START Material for the task
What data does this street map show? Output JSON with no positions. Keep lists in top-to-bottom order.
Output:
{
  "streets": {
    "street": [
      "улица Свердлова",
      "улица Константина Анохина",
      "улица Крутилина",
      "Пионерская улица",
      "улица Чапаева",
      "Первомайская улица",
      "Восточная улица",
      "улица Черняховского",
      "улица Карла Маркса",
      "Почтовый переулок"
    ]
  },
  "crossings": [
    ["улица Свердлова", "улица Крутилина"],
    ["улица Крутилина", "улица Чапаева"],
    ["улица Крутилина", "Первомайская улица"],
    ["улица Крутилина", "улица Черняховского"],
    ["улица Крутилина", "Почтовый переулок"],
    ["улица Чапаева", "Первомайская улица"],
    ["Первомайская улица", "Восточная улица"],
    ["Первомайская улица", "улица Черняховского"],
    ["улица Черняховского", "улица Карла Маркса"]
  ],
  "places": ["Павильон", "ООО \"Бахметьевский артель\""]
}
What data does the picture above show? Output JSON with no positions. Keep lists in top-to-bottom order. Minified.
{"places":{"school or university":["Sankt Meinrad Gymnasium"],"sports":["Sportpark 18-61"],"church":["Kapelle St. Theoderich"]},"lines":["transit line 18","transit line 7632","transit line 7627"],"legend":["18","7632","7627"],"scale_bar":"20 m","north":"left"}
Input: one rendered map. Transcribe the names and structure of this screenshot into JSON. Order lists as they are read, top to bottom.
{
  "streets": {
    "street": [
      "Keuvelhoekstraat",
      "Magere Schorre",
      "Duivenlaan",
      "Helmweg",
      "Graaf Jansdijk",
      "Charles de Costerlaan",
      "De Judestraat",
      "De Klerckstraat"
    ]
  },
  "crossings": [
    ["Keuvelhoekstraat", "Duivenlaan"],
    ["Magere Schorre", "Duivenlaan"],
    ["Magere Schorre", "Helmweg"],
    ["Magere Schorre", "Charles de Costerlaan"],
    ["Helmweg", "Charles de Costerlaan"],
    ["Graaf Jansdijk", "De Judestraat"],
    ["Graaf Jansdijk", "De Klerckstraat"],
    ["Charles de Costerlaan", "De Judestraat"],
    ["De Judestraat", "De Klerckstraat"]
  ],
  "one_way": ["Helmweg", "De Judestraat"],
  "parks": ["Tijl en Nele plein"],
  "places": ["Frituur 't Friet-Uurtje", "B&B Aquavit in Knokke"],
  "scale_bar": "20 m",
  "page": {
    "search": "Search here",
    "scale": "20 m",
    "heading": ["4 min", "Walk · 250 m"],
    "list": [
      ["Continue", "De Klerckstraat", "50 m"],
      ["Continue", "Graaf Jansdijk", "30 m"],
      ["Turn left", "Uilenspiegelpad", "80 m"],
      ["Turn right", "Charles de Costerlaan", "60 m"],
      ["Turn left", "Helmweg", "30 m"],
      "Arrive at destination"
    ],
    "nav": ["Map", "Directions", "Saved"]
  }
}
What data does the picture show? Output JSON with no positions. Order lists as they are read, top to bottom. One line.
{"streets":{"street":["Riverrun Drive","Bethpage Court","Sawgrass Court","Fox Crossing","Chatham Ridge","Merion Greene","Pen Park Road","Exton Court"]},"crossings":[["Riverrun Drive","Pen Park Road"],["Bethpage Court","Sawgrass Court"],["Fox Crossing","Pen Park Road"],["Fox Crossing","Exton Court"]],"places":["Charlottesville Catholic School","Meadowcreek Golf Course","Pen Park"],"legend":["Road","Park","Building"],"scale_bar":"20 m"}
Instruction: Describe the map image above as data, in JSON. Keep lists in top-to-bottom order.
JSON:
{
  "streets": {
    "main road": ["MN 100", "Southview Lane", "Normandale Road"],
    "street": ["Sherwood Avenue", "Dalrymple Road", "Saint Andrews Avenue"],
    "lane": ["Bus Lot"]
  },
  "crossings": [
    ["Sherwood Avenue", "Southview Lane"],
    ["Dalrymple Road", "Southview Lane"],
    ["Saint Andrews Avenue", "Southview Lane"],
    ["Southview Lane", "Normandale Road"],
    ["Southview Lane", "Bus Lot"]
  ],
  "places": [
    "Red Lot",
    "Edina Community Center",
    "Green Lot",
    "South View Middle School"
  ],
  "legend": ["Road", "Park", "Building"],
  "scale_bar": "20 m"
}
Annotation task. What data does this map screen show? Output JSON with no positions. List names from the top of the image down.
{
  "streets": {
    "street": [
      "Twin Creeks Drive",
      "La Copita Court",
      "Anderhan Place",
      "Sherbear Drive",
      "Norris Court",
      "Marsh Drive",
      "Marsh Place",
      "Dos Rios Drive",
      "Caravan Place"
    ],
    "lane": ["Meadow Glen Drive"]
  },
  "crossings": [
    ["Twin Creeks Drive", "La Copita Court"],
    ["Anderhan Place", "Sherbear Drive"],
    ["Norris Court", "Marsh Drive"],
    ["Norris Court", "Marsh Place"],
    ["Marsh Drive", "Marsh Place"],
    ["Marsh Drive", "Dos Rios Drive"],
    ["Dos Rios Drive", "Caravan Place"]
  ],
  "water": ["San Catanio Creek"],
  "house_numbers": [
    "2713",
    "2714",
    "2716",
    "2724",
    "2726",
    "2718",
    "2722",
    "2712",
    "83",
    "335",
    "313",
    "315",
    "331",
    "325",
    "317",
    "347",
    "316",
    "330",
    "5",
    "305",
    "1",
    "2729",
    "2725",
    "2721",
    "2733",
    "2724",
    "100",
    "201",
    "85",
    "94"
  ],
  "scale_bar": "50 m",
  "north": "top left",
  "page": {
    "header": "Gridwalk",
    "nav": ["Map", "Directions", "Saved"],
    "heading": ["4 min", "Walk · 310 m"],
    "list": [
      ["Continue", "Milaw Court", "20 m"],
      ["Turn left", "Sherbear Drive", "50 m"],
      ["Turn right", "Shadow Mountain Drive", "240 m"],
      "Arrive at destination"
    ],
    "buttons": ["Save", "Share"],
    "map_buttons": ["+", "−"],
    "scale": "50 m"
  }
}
END Material for the task
Problem to solve:
The required output is the complete set of records, reproduced exactly.

Written solution:
What data does this street map show? Output JSON with no positions. Keep lists in top-to-bottom order.
Output:
{
  "streets": {
    "street": [
      "улица Свердлова",
      "улица Константина Анохина",
      "улица Крутилина",
      "Пионерская улица",
      "улица Чапаева",
      "Первомайская улица",
      "Восточная улица",
      "улица Черняховского",
      "улица Карла Маркса",
      "Почтовый переулок"
    ]
  },
  "crossings": [
    ["улица Свердлова", "улица Крутилина"],
    ["улица Крутилина", "улица Чапаева"],
    ["улица Крутилина", "Первомайская улица"],
    ["улица Крутилина", "улица Черняховского"],
    ["улица Крутилина", "Почтовый переулок"],
    ["улица Чапаева", "Первомайская улица"],
    ["Первомайская улица", "Восточная улица"],
    ["Первомайская улица", "улица Черняховского"],
    ["улица Черняховского", "улица Карла Маркса"]
  ],
  "places": ["Павильон", "ООО \"Бахметьевский артель\""]
}
What data does the picture above show? Output JSON with no positions. Keep lists in top-to-bottom order. Minified.
{"places":{"school or university":["Sankt Meinrad Gymnasium"],"sports":["Sportpark 18-61"],"church":["Kapelle St. Theoderich"]},"lines":["transit line 18","transit line 7632","transit line 7627"],"legend":["18","7632","7627"],"scale_bar":"20 m","north":"left"}
Input: one rendered map. Transcribe the names and structure of this screenshot into JSON. Order lists as they are read, top to bottom.
{
  "streets": {
    "street": [
      "Keuvelhoekstraat",
      "Magere Schorre",
      "Duivenlaan",
      "Helmweg",
      "Graaf Jansdijk",
      "Charles de Costerlaan",
      "De Judestraat",
      "De Klerckstraat"
    ]
  },
  "crossings": [
    ["Keuvelhoekstraat", "Duivenlaan"],
    ["Magere Schorre", "Duivenlaan"],
    ["Magere Schorre", "Helmweg"],
    ["Magere Schorre", "Charles de Costerlaan"],
    ["Helmweg", "Charles de Costerlaan"],
    ["Graaf Jansdijk", "De Judestraat"],
    ["Graaf Jansdijk", "De Klerckstraat"],
    ["Charles de Costerlaan", "De Judestraat"],
    ["De Judestraat", "De Klerckstraat"]
  ],
  "one_way": ["Helmweg", "De Judestraat"],
  "parks": ["Tijl en Nele plein"],
  "places": ["Frituur 't Friet-Uurtje", "B&B Aquavit in Knokke"],
  "scale_bar": "20 m",
  "page": {
    "search": "Search here",
    "scale": "20 m",
    "heading": ["4 min", "Walk · 250 m"],
    "list": [
      ["Continue", "De Klerckstraat", "50 m"],
      ["Continue", "Graaf Jansdijk", "30 m"],
      ["Turn left", "Uilenspiegelpad", "80 m"],
      ["Turn right", "Charles de Costerlaan", "60 m"],
      ["Turn left", "Helmweg", "30 m"],
      "Arrive at destination"
    ],
    "nav": ["Map", "Directions", "Saved"]
  }
}
What data does the picture show? Output JSON with no positions. Order lists as they are read, top to bottom. One line.
{"streets":{"street":["Riverrun Drive","Bethpage Court","Sawgrass Court","Fox Crossing","Chatham Ridge","Merion Greene","Pen Park Road","Exton Court"]},"crossings":[["Riverrun Drive","Pen Park Road"],["Bethpage Court","Sawgrass Court"],["Fox Crossing","Pen Park Road"],["Fox Crossing","Exton Court"]],"places":["Charlottesville Catholic School","Meadowcreek Golf Course","Pen Park"],"legend":["Road","Park","Building"],"scale_bar":"20 m"}
Instruction: Describe the map image above as data, in JSON. Keep lists in top-to-bottom order.
JSON:
{
  "streets": {
    "main road": ["MN 100", "Southview Lane", "Normandale Road"],
    "street": ["Sherwood Avenue", "Dalrymple Road", "Saint Andrews Avenue"],
    "lane": ["Bus Lot"]
  },
  "crossings": [
    ["Sherwood Avenue", "Southview Lane"],
    ["Dalrymple Road", "Southview Lane"],
    ["Saint Andrews Avenue", "Southview Lane"],
    ["Southview Lane", "Normandale Road"],
    ["Southview Lane", "Bus Lot"]
  ],
  "places": [
    "Red Lot",
    "Edina Community Center",
    "Green Lot",
    "South View Middle School"
  ],
  "legend": ["Road", "Park", "Building"],
  "scale_bar": "20 m"
}
Annotation task. What data does this map screen show? Output JSON with no positions. List names from the top of the image down.
{
  "streets": {
    "street": [
      "Twin Creeks Drive",
      "La Copita Court",
      "Anderhan Place",
      "Sherbear Drive",
      "Norris Court",
      "Marsh Drive",
      "Marsh Place",
      "Dos Rios Drive",
      "Caravan Place"
    ],
    "lane": ["Meadow Glen Drive"]
  },
  "crossings": [
    ["Twin Creeks Drive", "La Copita Court"],
    ["Anderhan Place", "Sherbear Drive"],
    ["Norris Court", "Marsh Drive"],
    ["Norris Court", "Marsh Place"],
    ["Marsh Drive", "Marsh Place"],
    ["Marsh Drive", "Dos Rios Drive"],
    ["Dos Rios Drive", "Caravan Place"]
  ],
  "water": ["San Catanio Creek"],
  "house_numbers": [
    "2713",
    "2714",
    "2716",
    "2724",
    "2726",
    "2718",
    "2722",
    "2712",
    "83",
    "335",
    "313",
    "315",
    "331",
    "325",
    "317",
    "347",
    "316",
    "330",
    "5",
    "305",
    "1",
    "2729",
    "2725",
    "2721",
    "2733",
    "2724",
    "100",
    "201",
    "85",
    "94"
  ],
  "scale_bar": "50 m",
  "north": "top left",
  "page": {
    "header": "Gridwalk",
    "nav": ["Map", "Directions", "Saved"],
    "heading": ["4 min", "Walk · 310 m"],
    "list": [
      ["Continue", "Milaw Court", "20 m"],
      ["Turn left", "Sherbear Drive", "50 m"],
      ["Turn right", "Shadow Mountain Drive", "240 m"],
      "Arrive at destination"
    ],
    "buttons": ["Save", "Share"],
    "map_buttons": ["+", "−"],
    "scale": "50 m"
  }
}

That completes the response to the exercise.